In this answer I'm attempting to give an explanation using only the concepts defined in the JLS.
In Java every thread is composed by a set of actions.
Some of these actions have the potential to be observable by other threads (e.g. writing a shared variable), these
are called synchronization actions.
The order in which the actions of a thread are written in the source code is called the program order.
An order defines what is before and what is after (or better, not before).
Within a thread, each action has a happens-before relationship (denoted by <) with the next (in program order) action.
This relationship is important, yet hard to understand, because it's very fundamental: it guarantees that if A < B then
the "effects" of A are visible to B.
This is indeed what we expect when writing the code of a function.
Consider
Thread 1 Thread 2
A0 A'0
A1 A'1
A2 A'2
A3 A'3
Then by the program order we know A0 < A1 < A2 < A3 and that A'0 < A'1 < A'2 < A'3.
We don't know how to order all the actions.
It could be A0 < A'0 < A'1 < A'2 < A1 < A2 < A3 < A'3 or the sequence with the primes swapped.
However, every such sequence must have that the single actions of each thread are ordered according to the thread's program order.
The two program orders are not sufficient to order every action, they are partial orders, in opposition of the
total order we are looking for.
The total order that put the actions in a row according to a measurable time (like a clock) they happened is called the execution order.
It is the order in which the actions actually happened (it is only requested that the actions appear to be happened in
this order, but that's just an optimization detail).
Up until now, the actions are not ordered inter-thread (between two different threads).
The synchronization actions serve this purpose.
Each synchronization action synchronizes-with at least another synchronization action (they usually comes in pairs, like
a write and a read of a volatile variable, a lock and the unlock of a mutex).
The synchronize-with relationship is the happens-before between thread (the former implies the latter), it is exposed as
a different concept because 1) it slightly is 2) happens-before are enforced naturally by the hardware while synchronize-with
may require software intervention.
happens-before is derived from the program order, synchronize-with from the synchronization order (denoted by <<).

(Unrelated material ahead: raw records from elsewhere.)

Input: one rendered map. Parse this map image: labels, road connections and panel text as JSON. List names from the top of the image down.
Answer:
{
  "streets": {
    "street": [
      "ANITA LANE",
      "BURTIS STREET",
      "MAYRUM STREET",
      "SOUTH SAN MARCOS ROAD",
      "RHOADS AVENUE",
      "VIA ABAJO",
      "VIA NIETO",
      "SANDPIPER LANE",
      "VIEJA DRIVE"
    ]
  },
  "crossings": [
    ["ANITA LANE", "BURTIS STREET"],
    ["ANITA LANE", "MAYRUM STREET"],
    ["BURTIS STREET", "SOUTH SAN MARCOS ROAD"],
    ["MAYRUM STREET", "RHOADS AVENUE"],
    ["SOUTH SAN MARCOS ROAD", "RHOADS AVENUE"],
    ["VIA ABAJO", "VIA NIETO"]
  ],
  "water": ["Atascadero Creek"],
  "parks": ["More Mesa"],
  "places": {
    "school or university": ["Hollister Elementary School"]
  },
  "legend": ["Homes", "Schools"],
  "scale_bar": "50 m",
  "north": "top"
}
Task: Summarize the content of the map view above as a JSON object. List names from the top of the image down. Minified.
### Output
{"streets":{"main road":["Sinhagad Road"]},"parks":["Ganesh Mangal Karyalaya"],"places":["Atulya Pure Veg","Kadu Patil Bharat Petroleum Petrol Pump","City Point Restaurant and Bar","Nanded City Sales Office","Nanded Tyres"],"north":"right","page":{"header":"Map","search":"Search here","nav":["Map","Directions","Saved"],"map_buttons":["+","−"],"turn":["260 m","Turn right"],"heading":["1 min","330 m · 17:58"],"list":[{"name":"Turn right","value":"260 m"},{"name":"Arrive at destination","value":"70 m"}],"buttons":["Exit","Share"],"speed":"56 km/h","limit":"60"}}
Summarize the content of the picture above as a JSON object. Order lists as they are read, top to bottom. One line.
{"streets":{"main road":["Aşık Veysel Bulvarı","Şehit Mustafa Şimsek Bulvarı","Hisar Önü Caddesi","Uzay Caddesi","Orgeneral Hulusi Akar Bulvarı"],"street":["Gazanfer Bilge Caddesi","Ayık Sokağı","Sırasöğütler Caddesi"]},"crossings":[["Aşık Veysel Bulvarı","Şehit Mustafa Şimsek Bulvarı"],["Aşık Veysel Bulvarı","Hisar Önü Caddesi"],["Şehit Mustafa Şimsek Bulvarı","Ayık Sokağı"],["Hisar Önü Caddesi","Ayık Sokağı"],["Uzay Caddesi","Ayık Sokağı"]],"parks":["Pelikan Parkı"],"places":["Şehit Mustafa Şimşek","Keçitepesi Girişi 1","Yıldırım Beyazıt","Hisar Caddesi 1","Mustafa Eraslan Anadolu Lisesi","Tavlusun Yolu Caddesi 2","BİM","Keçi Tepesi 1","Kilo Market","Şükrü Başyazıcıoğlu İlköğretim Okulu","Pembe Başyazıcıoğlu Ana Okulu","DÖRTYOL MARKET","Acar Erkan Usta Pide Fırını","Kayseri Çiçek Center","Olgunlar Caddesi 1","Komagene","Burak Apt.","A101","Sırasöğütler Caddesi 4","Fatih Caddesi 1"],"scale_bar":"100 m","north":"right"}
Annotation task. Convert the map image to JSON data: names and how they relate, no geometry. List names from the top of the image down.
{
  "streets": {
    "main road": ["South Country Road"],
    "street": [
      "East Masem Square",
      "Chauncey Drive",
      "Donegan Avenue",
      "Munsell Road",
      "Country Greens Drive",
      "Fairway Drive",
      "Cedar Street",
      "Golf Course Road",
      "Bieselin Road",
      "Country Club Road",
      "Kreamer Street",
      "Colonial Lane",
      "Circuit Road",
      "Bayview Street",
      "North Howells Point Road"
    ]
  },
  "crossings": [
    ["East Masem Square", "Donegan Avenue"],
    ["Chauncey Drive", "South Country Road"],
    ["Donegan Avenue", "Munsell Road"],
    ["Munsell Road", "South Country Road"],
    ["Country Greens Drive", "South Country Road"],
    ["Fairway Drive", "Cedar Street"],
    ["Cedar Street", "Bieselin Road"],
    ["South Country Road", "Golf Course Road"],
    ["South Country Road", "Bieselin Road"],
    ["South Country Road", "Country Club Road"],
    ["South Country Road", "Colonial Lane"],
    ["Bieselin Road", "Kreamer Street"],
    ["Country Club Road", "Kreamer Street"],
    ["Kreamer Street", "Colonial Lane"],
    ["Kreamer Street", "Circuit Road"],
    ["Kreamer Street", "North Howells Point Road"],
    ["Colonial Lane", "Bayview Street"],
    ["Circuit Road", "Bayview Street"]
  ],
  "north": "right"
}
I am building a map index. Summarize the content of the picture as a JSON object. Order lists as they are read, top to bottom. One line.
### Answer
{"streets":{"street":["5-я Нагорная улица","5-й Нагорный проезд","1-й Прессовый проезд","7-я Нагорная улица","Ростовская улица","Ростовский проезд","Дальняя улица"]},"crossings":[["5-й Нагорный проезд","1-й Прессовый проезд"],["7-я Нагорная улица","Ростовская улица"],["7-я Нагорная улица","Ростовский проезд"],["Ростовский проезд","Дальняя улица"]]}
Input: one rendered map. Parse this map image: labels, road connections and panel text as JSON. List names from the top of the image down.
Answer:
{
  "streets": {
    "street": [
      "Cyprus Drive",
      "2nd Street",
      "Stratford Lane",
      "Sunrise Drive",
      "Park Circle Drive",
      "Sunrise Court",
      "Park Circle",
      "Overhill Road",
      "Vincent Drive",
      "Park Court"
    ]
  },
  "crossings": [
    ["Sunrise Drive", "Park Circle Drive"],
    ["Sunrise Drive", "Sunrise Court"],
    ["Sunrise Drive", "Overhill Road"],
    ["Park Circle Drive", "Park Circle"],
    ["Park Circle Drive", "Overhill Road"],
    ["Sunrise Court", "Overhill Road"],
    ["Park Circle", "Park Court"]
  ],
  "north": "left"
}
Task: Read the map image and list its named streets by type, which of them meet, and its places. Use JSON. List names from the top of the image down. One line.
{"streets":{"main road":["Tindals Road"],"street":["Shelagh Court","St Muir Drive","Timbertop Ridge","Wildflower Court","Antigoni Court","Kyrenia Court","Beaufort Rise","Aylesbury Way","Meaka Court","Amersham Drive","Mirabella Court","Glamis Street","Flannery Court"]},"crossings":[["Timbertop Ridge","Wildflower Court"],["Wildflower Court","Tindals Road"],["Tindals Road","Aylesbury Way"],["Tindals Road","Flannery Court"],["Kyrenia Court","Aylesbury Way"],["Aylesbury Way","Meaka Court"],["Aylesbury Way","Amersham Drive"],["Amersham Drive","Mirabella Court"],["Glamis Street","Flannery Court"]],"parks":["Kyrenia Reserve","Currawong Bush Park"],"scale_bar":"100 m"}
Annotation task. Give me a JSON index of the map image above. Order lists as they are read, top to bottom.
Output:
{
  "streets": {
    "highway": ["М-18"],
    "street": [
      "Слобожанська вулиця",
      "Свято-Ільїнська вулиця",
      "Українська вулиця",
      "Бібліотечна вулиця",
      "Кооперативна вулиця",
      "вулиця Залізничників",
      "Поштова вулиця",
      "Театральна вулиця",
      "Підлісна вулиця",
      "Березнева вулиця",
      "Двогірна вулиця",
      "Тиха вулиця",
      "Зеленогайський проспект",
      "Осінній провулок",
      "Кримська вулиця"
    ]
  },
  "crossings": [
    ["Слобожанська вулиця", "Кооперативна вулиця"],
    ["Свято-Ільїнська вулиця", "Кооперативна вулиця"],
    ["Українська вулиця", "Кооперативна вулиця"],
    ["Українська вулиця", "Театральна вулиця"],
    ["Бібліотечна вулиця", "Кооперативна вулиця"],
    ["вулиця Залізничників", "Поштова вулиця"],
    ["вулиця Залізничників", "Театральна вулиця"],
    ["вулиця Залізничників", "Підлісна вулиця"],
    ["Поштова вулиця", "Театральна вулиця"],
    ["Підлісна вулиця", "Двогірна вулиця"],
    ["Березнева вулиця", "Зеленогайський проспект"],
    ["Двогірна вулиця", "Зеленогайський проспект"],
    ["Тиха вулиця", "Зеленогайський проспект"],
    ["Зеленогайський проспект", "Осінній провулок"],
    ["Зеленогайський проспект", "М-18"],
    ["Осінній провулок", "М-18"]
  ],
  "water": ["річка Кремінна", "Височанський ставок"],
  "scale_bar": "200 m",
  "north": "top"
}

The synchronization order is defined in terms of two properties: 1) it is a total order 2) it is consistent with each thread's
program order.
Let's add some synchronization action to our threads:
Thread 1 Thread 2
A0 A'0
S1 A'1
A1 S'1
A2 S'2
S2 A'3
The program orders are trivial.
What is the synchronization order?
We are looking for something that by 1) includes all of S1, S2, S'1 and S'2 and by 2) must have S1 < S2 and S'1 < S'2.
Possible outcomes:
S1 < S2 < S'1 < S'2
S1 < S'1 < S'2 < S2
S'1 < S1 < S'2 < S'2
All are synchronization orders, there is not one synchronization order but many, the question of above is wrong, it
should be "What are the synchronization orders?".
If S1 and S'1 are so that S1 << S'1 than we are restricting the possible outcomes to the ones where S1 < S'2 so the
outcome S'1 < S1 < S'2 < S'2 of above is now forbidden.
If S2 << S'1 then the only possible outcome is S1 < S2 < S'1 < S'2, when there is only a single outcome I believe we have
sequential consistency (the converse is not true).
Note that if A << B these doesn't mean that there is a mechanism in the code to force an execution order where A < B.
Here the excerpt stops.